From the archives, a common dilemma divorcing women face:
When we find out we’re expecting we are overwhelmed and delighted by the prospect of entering a new phase in our life; motherhood. We want to do what’s best for our babies. Thus begins the long path of putting our children’s needs before our own. Don’t get me wrong, I’m not saying this is a bad thing however as we learn years later, the decision we thought was the best at one point ends up hurting us. If you are like me and stayed home to raise your children you have given up the prospects of furthering your career during all of those years. The rewards and benefits of staying home are invaluable to our children but there is a price to pay in the event of divorce. We stay at home moms are very vulnerable during divorce since we find ourselves with outdated skills and let’s be honest, at a loss. “What the F am I gonna do now?” we ask. I’ve been there and I’m here to tell you it’s not as bad as it seems. There is hope for a new beginning. Ask yourself these 5 questions;
1) How can my skills before I stayed home to raise the children, benefit me today?
2) what are my interests, hobbies, passions?

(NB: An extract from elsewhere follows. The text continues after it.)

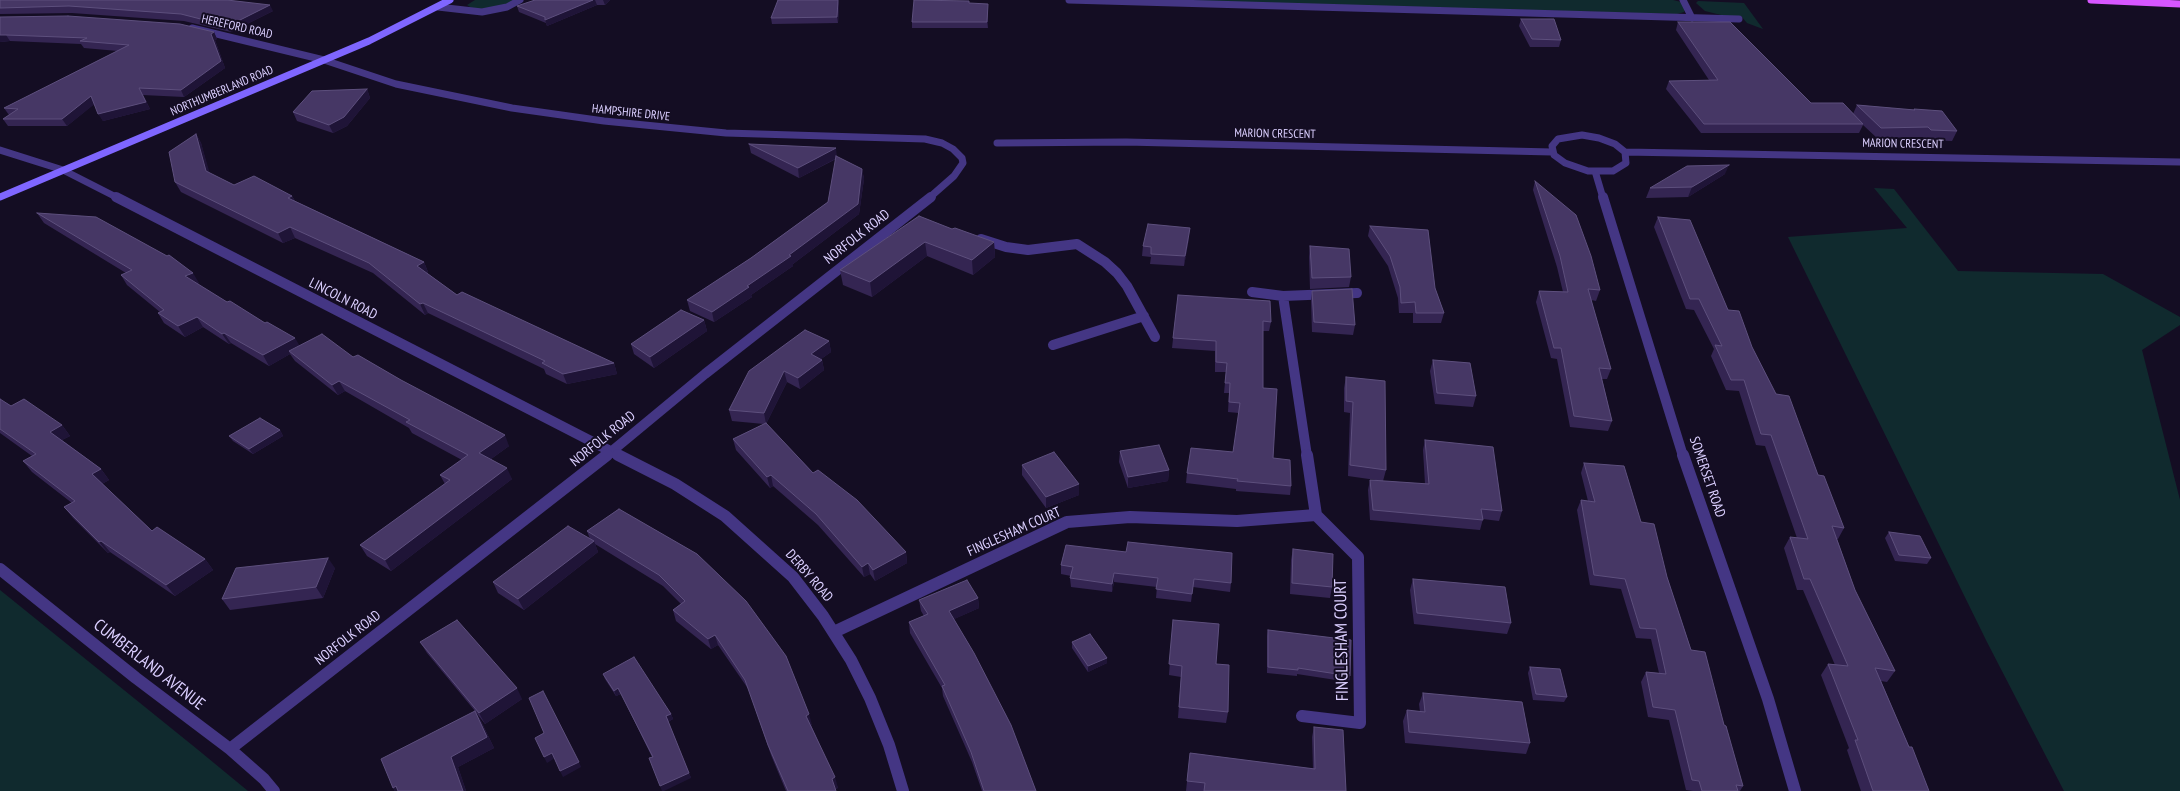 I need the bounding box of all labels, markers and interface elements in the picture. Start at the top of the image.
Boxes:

3) what do i have to do to update past skills?
4) what are the cost v. benefit and time commitment to start a new education program or career?

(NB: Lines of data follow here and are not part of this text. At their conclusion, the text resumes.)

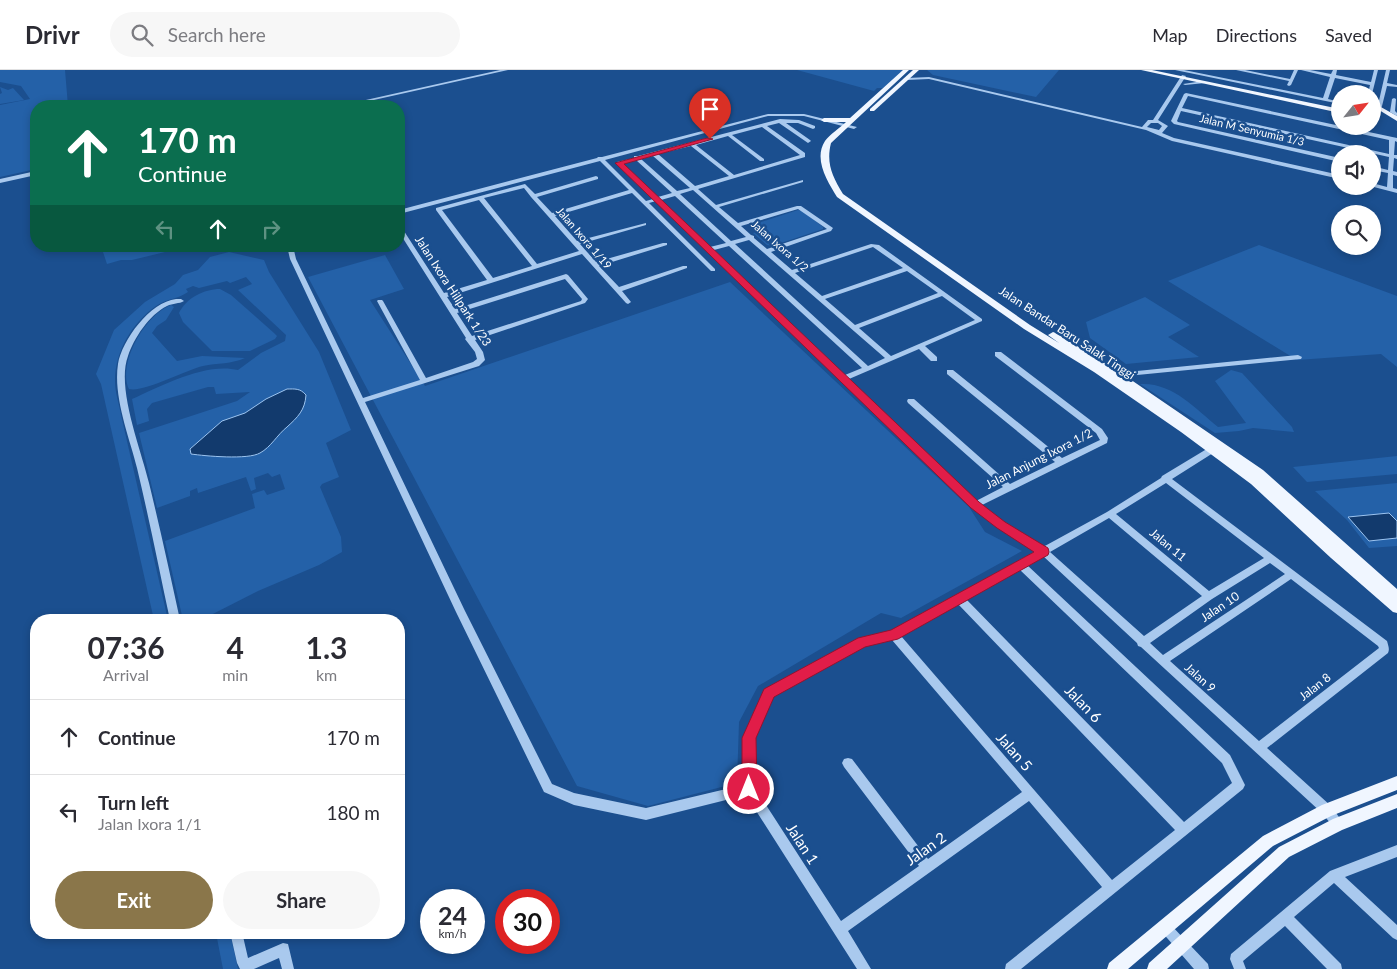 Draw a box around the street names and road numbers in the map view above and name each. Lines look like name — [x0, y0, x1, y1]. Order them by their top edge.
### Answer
street label: Jalan M Senyumia 1/3 — [1198, 111, 1306, 148]
street label: Jalan Ixora 1/19 — [554, 204, 615, 271]
street label: Jalan Ixora 1/2 — [749, 217, 812, 274]
street label: Jalan Ixora Hillpark 1/23 — [412, 233, 495, 349]
street label: Jalan Bandar Baru Salak Tinggi — [996, 283, 1138, 382]
street label: Jalan Anjung Ixora 1/2 — [983, 425, 1095, 492]
street label: Jalan 11 — [1147, 525, 1190, 564]
street label: Jalan 10 — [1198, 588, 1242, 625]
street label: Jalan 9 — [1182, 660, 1219, 695]
street label: Jalan 8 — [1296, 669, 1334, 704]
street label: Jalan 6 — [1061, 681, 1106, 726]
street label: Jalan 5 — [993, 728, 1036, 774]
street label: Jalan 1 — [783, 820, 823, 867]
street label: Jalan 2 — [902, 828, 949, 869]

5)what type of work/career will be sustainable into older age?
Careful analysis of these questions can lead you to some answers. The bottom line is you want to do something you are at least interested in, hopefully passionate about. If you are upgrading past skills what will it cost, and in the end will you be able to continue that line of work into older age? In other words, what are the physical demands of your previous work? Perhaps it would be better to start over with a new career enabling longer term employment. For example, I was in the career of phys. ed and recreation. My previous work experiences were highly physically demanding and I knew there was no way I could sustain that type of work into my 50′s. Also, after being out of the field for several years my interests and passions had changed. So I asked myself should I invest in upgrading in a career I had little interest in? No. I decided to pursue a new program in Interior Design. This made sense for flexibility of hours and sustainability of work. I could do this type of work well into my 60′s if I wanted or had to. Also, there were programs available that allowed for part time study so I would still have time to care for my children while studying. This seemed ideal looking at the ‘big picture’.
What will happen during divorce is your ex’s lawyer will pressure you to get a job. If you are earning an income of any kind, your ex will pay less in spousal/alimony support. So the lawyer is trying to get your ex the best deal by encouraging you to get a job. Yes, you will have to work but know that the purpose of alimony and spousal support is to TRANSITION you from the marital role to independence and this includes allowing you time to upgrade and take up a new education. If that is the case, then why should you rush out and get a minimum wage job and have no time for your children who likely still need you?
Look at this as a time of growth and new opportunities. It isn’t the easiest transition but you will come out of it with new skills and increased self esteem. Your kids will be proud of your accomplishments too. So it’s a little scary, but once you figure out what the F you’re gonna do, you’ll be okay.
Were you a stay at home mom? How and what did you choose for work, post divorce?